ASSIGNMENT:
Copy out each line below in which the string "labels" appears.

AVAILABLE DATA:
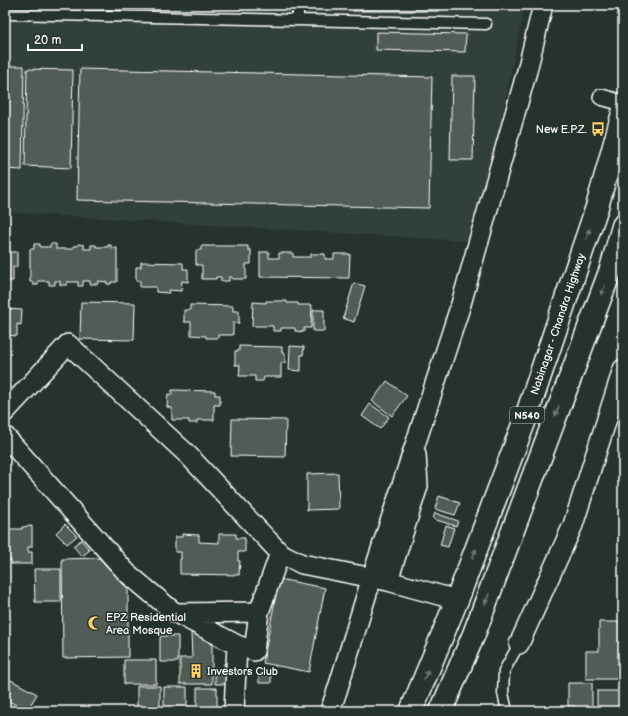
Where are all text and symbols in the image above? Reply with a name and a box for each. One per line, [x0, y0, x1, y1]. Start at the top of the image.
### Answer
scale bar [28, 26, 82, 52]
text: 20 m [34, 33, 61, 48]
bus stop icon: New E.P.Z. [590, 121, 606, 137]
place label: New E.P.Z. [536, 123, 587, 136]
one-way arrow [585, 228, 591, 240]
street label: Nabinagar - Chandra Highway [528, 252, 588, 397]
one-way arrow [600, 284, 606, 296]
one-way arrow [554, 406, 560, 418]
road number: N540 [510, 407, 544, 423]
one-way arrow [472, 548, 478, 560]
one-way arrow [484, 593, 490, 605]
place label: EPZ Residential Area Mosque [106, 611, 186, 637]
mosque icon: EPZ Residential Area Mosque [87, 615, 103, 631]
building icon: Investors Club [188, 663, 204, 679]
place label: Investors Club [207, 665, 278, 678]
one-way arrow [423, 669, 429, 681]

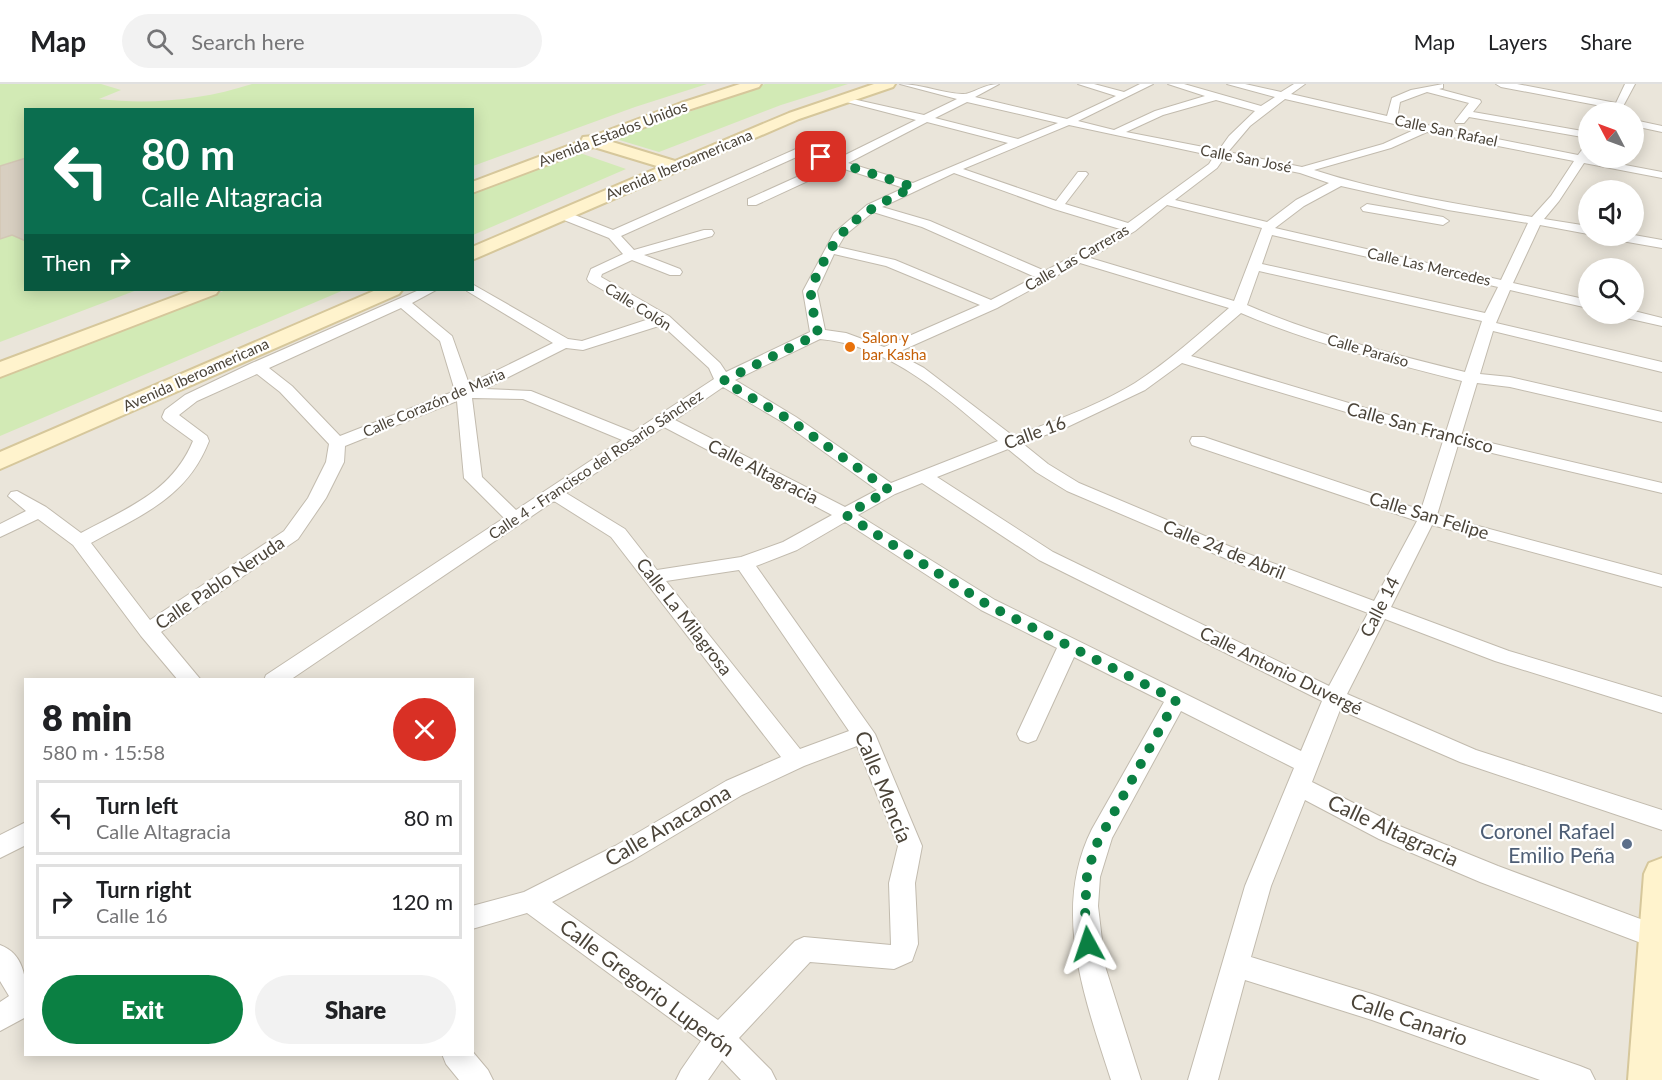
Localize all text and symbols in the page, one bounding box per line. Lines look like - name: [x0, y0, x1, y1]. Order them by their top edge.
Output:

...

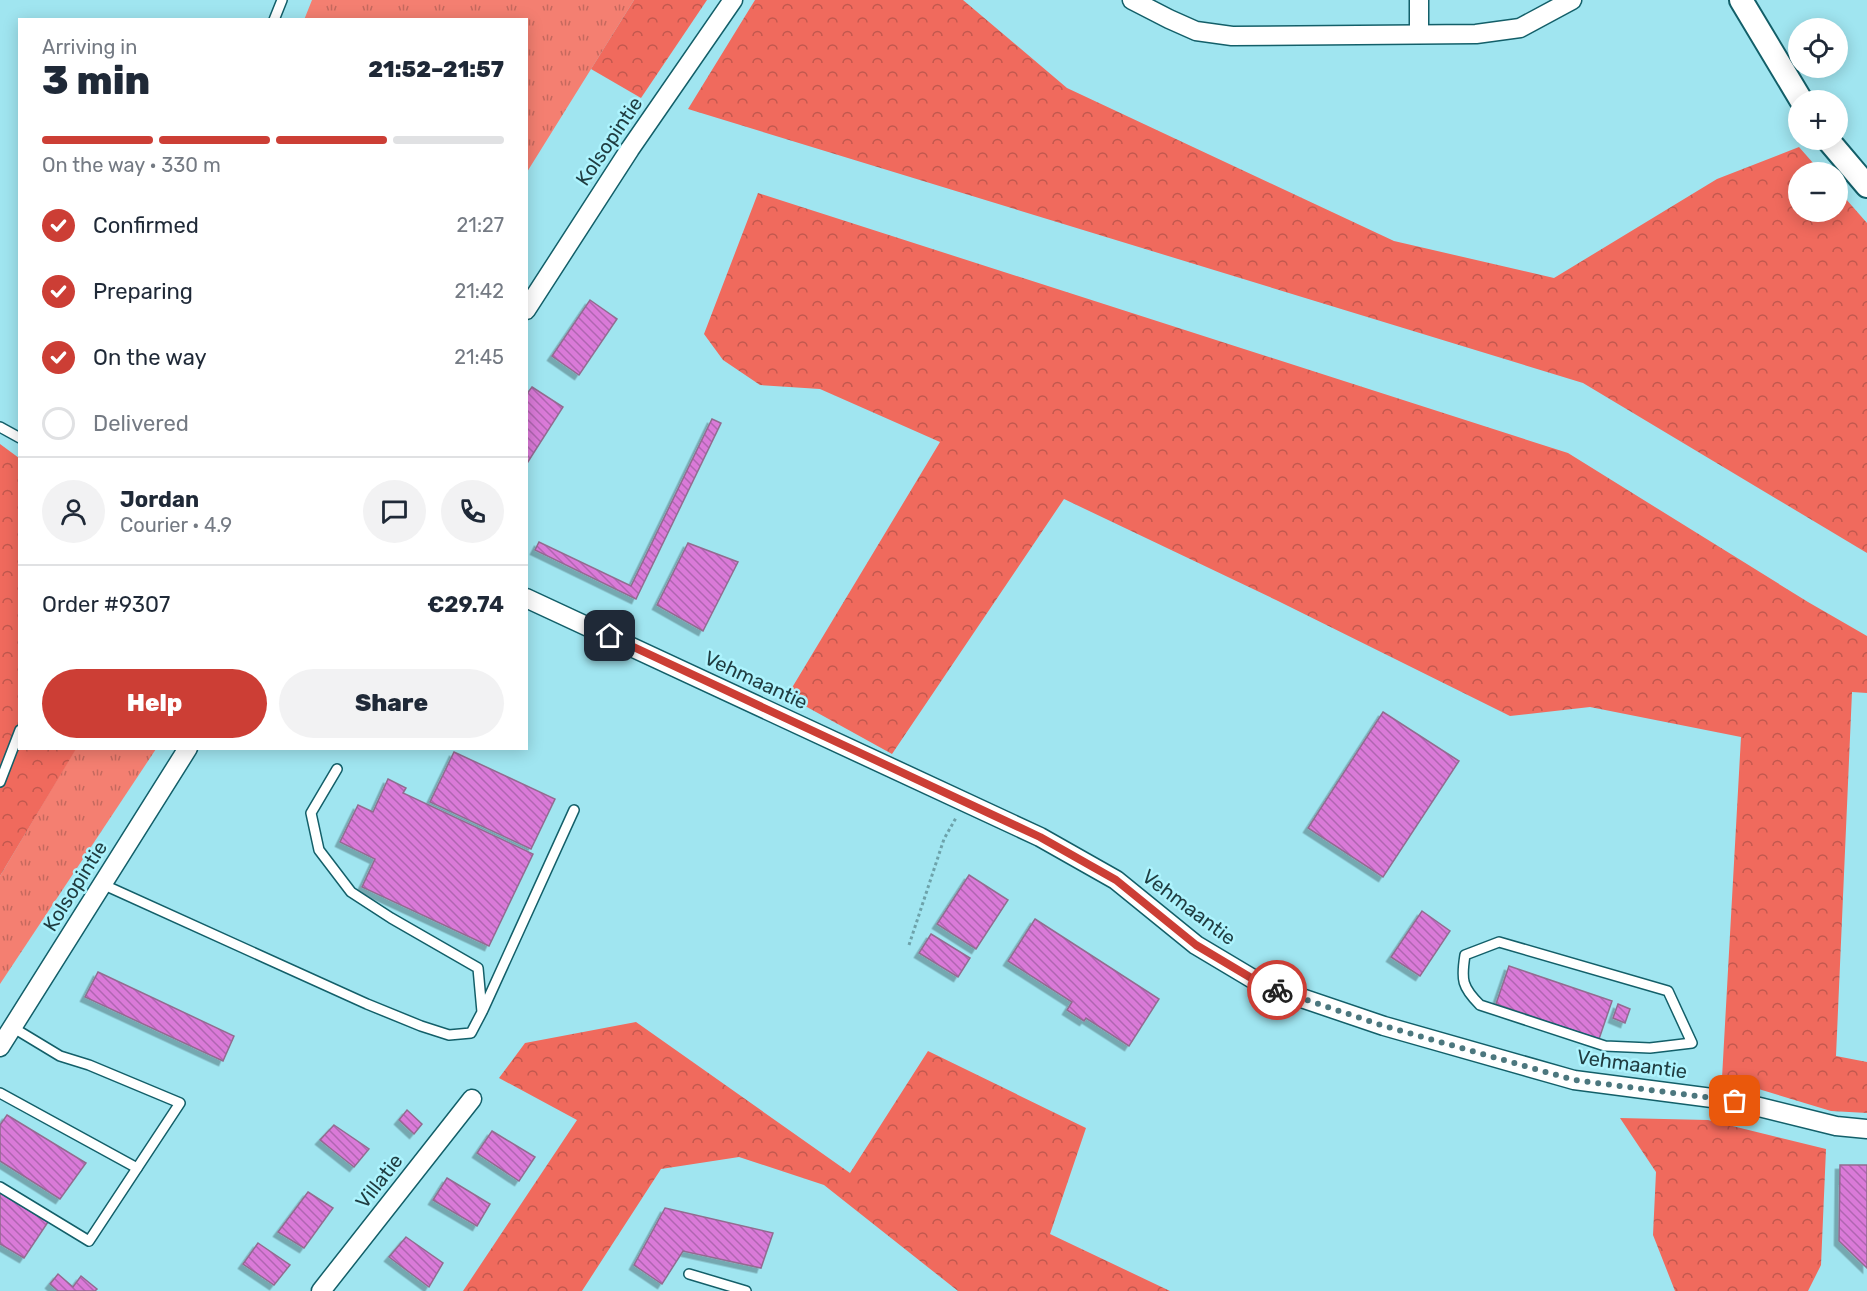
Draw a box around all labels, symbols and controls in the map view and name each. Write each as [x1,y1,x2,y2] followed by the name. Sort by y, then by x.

==

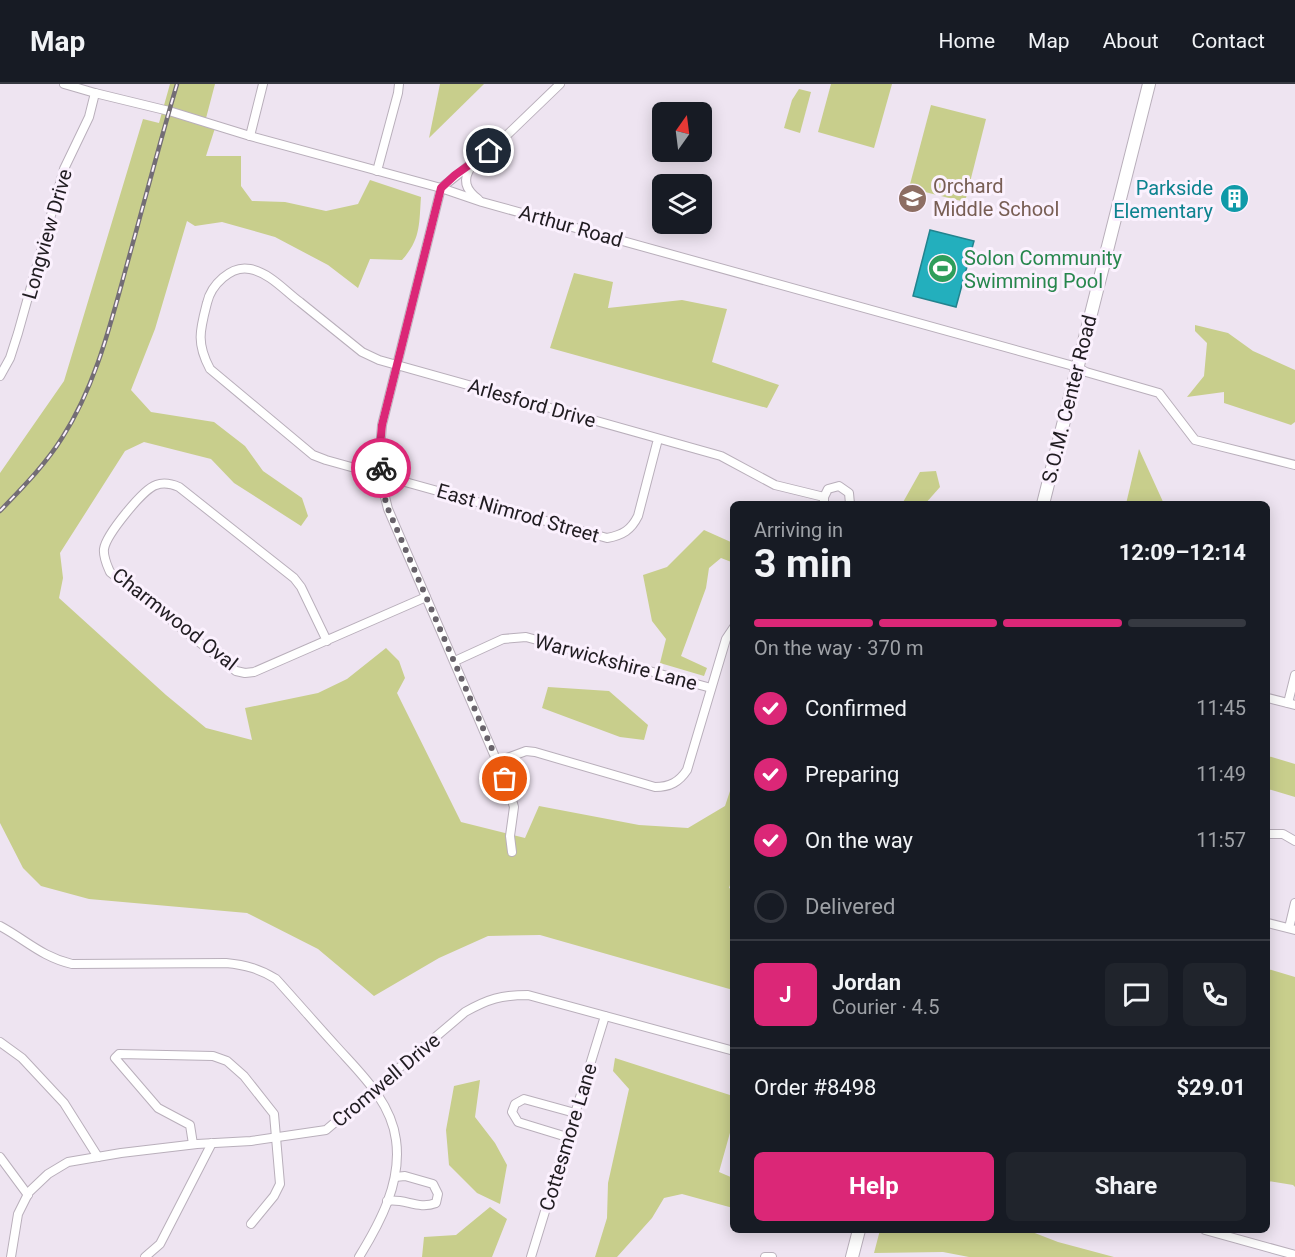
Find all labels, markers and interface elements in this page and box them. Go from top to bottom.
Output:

ANSWER AREA:
Draw a box around all labels, symbols and controls in the map view and name each. Write each as [x1,y1,x2,y2] followed by the name. Sort by y, then by x.
Find all labels, markers and interface elements in this page and box them. Go from top to bottom.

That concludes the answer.